DATA FOR PROCESSING below:
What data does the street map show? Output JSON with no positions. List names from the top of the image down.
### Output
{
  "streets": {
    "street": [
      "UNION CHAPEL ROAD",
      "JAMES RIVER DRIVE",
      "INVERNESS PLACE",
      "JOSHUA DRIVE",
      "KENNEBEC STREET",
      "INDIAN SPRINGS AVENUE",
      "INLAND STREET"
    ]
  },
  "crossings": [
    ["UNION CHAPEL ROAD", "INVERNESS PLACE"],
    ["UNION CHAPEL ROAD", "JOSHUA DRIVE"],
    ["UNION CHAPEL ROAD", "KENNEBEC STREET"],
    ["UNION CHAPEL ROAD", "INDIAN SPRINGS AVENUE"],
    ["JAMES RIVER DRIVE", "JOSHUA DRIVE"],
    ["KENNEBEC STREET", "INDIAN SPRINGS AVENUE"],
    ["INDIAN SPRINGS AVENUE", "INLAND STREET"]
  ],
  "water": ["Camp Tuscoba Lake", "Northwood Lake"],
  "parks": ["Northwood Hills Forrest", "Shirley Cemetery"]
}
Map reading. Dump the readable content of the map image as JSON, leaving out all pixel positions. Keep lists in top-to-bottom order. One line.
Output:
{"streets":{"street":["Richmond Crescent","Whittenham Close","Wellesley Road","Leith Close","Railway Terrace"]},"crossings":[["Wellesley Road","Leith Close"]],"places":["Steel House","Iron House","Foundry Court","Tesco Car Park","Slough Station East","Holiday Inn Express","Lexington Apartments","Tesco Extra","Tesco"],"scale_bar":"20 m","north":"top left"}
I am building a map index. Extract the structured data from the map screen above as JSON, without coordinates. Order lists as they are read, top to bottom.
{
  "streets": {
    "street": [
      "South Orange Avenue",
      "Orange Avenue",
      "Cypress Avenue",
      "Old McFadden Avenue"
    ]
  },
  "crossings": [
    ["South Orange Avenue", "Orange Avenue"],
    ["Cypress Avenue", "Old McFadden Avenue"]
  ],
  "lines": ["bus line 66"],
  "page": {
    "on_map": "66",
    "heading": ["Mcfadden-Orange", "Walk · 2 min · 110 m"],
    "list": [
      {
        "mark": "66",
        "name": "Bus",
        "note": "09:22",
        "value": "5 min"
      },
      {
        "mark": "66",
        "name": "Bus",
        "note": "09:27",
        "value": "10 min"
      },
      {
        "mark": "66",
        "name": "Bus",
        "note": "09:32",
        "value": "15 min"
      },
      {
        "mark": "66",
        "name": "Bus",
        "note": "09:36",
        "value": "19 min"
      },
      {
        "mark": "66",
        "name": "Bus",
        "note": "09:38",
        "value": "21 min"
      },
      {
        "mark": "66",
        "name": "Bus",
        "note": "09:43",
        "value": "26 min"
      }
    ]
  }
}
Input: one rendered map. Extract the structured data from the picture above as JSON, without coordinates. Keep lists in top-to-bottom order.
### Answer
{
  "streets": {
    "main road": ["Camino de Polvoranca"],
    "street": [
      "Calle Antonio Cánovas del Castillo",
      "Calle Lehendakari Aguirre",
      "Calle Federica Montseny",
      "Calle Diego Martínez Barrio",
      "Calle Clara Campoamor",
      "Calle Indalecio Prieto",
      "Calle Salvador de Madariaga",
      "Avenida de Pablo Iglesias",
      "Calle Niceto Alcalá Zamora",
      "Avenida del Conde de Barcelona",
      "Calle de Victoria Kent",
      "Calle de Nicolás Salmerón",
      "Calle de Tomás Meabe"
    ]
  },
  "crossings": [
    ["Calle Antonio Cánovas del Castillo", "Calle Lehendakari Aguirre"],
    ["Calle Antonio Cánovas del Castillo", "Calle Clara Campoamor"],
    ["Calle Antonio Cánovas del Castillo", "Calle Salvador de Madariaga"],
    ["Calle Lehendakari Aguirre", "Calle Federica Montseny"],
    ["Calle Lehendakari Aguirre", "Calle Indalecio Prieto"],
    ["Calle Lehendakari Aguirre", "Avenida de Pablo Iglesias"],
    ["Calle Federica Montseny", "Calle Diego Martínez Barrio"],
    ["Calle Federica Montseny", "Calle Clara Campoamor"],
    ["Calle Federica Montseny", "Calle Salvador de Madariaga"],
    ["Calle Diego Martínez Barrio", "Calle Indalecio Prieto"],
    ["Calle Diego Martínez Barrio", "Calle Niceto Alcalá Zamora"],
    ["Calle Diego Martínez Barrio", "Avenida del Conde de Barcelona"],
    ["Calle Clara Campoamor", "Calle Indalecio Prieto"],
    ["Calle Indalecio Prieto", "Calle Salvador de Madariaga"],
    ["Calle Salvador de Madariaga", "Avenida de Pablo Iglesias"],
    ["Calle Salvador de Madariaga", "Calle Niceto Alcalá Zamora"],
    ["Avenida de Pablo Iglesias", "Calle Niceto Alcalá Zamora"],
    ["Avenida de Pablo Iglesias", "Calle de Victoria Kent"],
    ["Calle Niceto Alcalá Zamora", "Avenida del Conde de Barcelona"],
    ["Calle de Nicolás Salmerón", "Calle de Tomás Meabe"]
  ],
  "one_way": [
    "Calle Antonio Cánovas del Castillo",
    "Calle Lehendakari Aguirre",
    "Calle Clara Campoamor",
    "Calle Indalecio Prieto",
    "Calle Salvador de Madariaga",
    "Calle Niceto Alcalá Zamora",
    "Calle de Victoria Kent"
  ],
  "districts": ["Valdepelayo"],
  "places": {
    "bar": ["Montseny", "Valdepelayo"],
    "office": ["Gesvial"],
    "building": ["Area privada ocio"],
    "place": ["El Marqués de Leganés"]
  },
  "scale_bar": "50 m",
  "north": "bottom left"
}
End of DATA FOR PROCESSING.
**PROBLEM DETAILS**
Your task is to retype the data exactly, with no line missing.

**ANSWER TO THE EXERCISE**
What data does the street map show? Output JSON with no positions. List names from the top of the image down.
### Output
{
  "streets": {
    "street": [
      "UNION CHAPEL ROAD",
      "JAMES RIVER DRIVE",
      "INVERNESS PLACE",
      "JOSHUA DRIVE",
      "KENNEBEC STREET",
      "INDIAN SPRINGS AVENUE",
      "INLAND STREET"
    ]
  },
  "crossings": [
    ["UNION CHAPEL ROAD", "INVERNESS PLACE"],
    ["UNION CHAPEL ROAD", "JOSHUA DRIVE"],
    ["UNION CHAPEL ROAD", "KENNEBEC STREET"],
    ["UNION CHAPEL ROAD", "INDIAN SPRINGS AVENUE"],
    ["JAMES RIVER DRIVE", "JOSHUA DRIVE"],
    ["KENNEBEC STREET", "INDIAN SPRINGS AVENUE"],
    ["INDIAN SPRINGS AVENUE", "INLAND STREET"]
  ],
  "water": ["Camp Tuscoba Lake", "Northwood Lake"],
  "parks": ["Northwood Hills Forrest", "Shirley Cemetery"]
}
Map reading. Dump the readable content of the map image as JSON, leaving out all pixel positions. Keep lists in top-to-bottom order. One line.
Output:
{"streets":{"street":["Richmond Crescent","Whittenham Close","Wellesley Road","Leith Close","Railway Terrace"]},"crossings":[["Wellesley Road","Leith Close"]],"places":["Steel House","Iron House","Foundry Court","Tesco Car Park","Slough Station East","Holiday Inn Express","Lexington Apartments","Tesco Extra","Tesco"],"scale_bar":"20 m","north":"top left"}
I am building a map index. Extract the structured data from the map screen above as JSON, without coordinates. Order lists as they are read, top to bottom.
{
  "streets": {
    "street": [
      "South Orange Avenue",
      "Orange Avenue",
      "Cypress Avenue",
      "Old McFadden Avenue"
    ]
  },
  "crossings": [
    ["South Orange Avenue", "Orange Avenue"],
    ["Cypress Avenue", "Old McFadden Avenue"]
  ],
  "lines": ["bus line 66"],
  "page": {
    "on_map": "66",
    "heading": ["Mcfadden-Orange", "Walk · 2 min · 110 m"],
    "list": [
      {
        "mark": "66",
        "name": "Bus",
        "note": "09:22",
        "value": "5 min"
      },
      {
        "mark": "66",
        "name": "Bus",
        "note": "09:27",
        "value": "10 min"
      },
      {
        "mark": "66",
        "name": "Bus",
        "note": "09:32",
        "value": "15 min"
      },
      {
        "mark": "66",
        "name": "Bus",
        "note": "09:36",
        "value": "19 min"
      },
      {
        "mark": "66",
        "name": "Bus",
        "note": "09:38",
        "value": "21 min"
      },
      {
        "mark": "66",
        "name": "Bus",
        "note": "09:43",
        "value": "26 min"
      }
    ]
  }
}
Input: one rendered map. Extract the structured data from the picture above as JSON, without coordinates. Keep lists in top-to-bottom order.
### Answer
{
  "streets": {
    "main road": ["Camino de Polvoranca"],
    "street": [
      "Calle Antonio Cánovas del Castillo",
      "Calle Lehendakari Aguirre",
      "Calle Federica Montseny",
      "Calle Diego Martínez Barrio",
      "Calle Clara Campoamor",
      "Calle Indalecio Prieto",
      "Calle Salvador de Madariaga",
      "Avenida de Pablo Iglesias",
      "Calle Niceto Alcalá Zamora",
      "Avenida del Conde de Barcelona",
      "Calle de Victoria Kent",
      "Calle de Nicolás Salmerón",
      "Calle de Tomás Meabe"
    ]
  },
  "crossings": [
    ["Calle Antonio Cánovas del Castillo", "Calle Lehendakari Aguirre"],
    ["Calle Antonio Cánovas del Castillo", "Calle Clara Campoamor"],
    ["Calle Antonio Cánovas del Castillo", "Calle Salvador de Madariaga"],
    ["Calle Lehendakari Aguirre", "Calle Federica Montseny"],
    ["Calle Lehendakari Aguirre", "Calle Indalecio Prieto"],
    ["Calle Lehendakari Aguirre", "Avenida de Pablo Iglesias"],
    ["Calle Federica Montseny", "Calle Diego Martínez Barrio"],
    ["Calle Federica Montseny", "Calle Clara Campoamor"],
    ["Calle Federica Montseny", "Calle Salvador de Madariaga"],
    ["Calle Diego Martínez Barrio", "Calle Indalecio Prieto"],
    ["Calle Diego Martínez Barrio", "Calle Niceto Alcalá Zamora"],
    ["Calle Diego Martínez Barrio", "Avenida del Conde de Barcelona"],
    ["Calle Clara Campoamor", "Calle Indalecio Prieto"],
    ["Calle Indalecio Prieto", "Calle Salvador de Madariaga"],
    ["Calle Salvador de Madariaga", "Avenida de Pablo Iglesias"],
    ["Calle Salvador de Madariaga", "Calle Niceto Alcalá Zamora"],
    ["Avenida de Pablo Iglesias", "Calle Niceto Alcalá Zamora"],
    ["Avenida de Pablo Iglesias", "Calle de Victoria Kent"],
    ["Calle Niceto Alcalá Zamora", "Avenida del Conde de Barcelona"],
    ["Calle de Nicolás Salmerón", "Calle de Tomás Meabe"]
  ],
  "one_way": [
    "Calle Antonio Cánovas del Castillo",
    "Calle Lehendakari Aguirre",
    "Calle Clara Campoamor",
    "Calle Indalecio Prieto",
    "Calle Salvador de Madariaga",
    "Calle Niceto Alcalá Zamora",
    "Calle de Victoria Kent"
  ],
  "districts": ["Valdepelayo"],
  "places": {
    "bar": ["Montseny", "Valdepelayo"],
    "office": ["Gesvial"],
    "building": ["Area privada ocio"],
    "place": ["El Marqués de Leganés"]
  },
  "scale_bar": "50 m",
  "north": "bottom left"
}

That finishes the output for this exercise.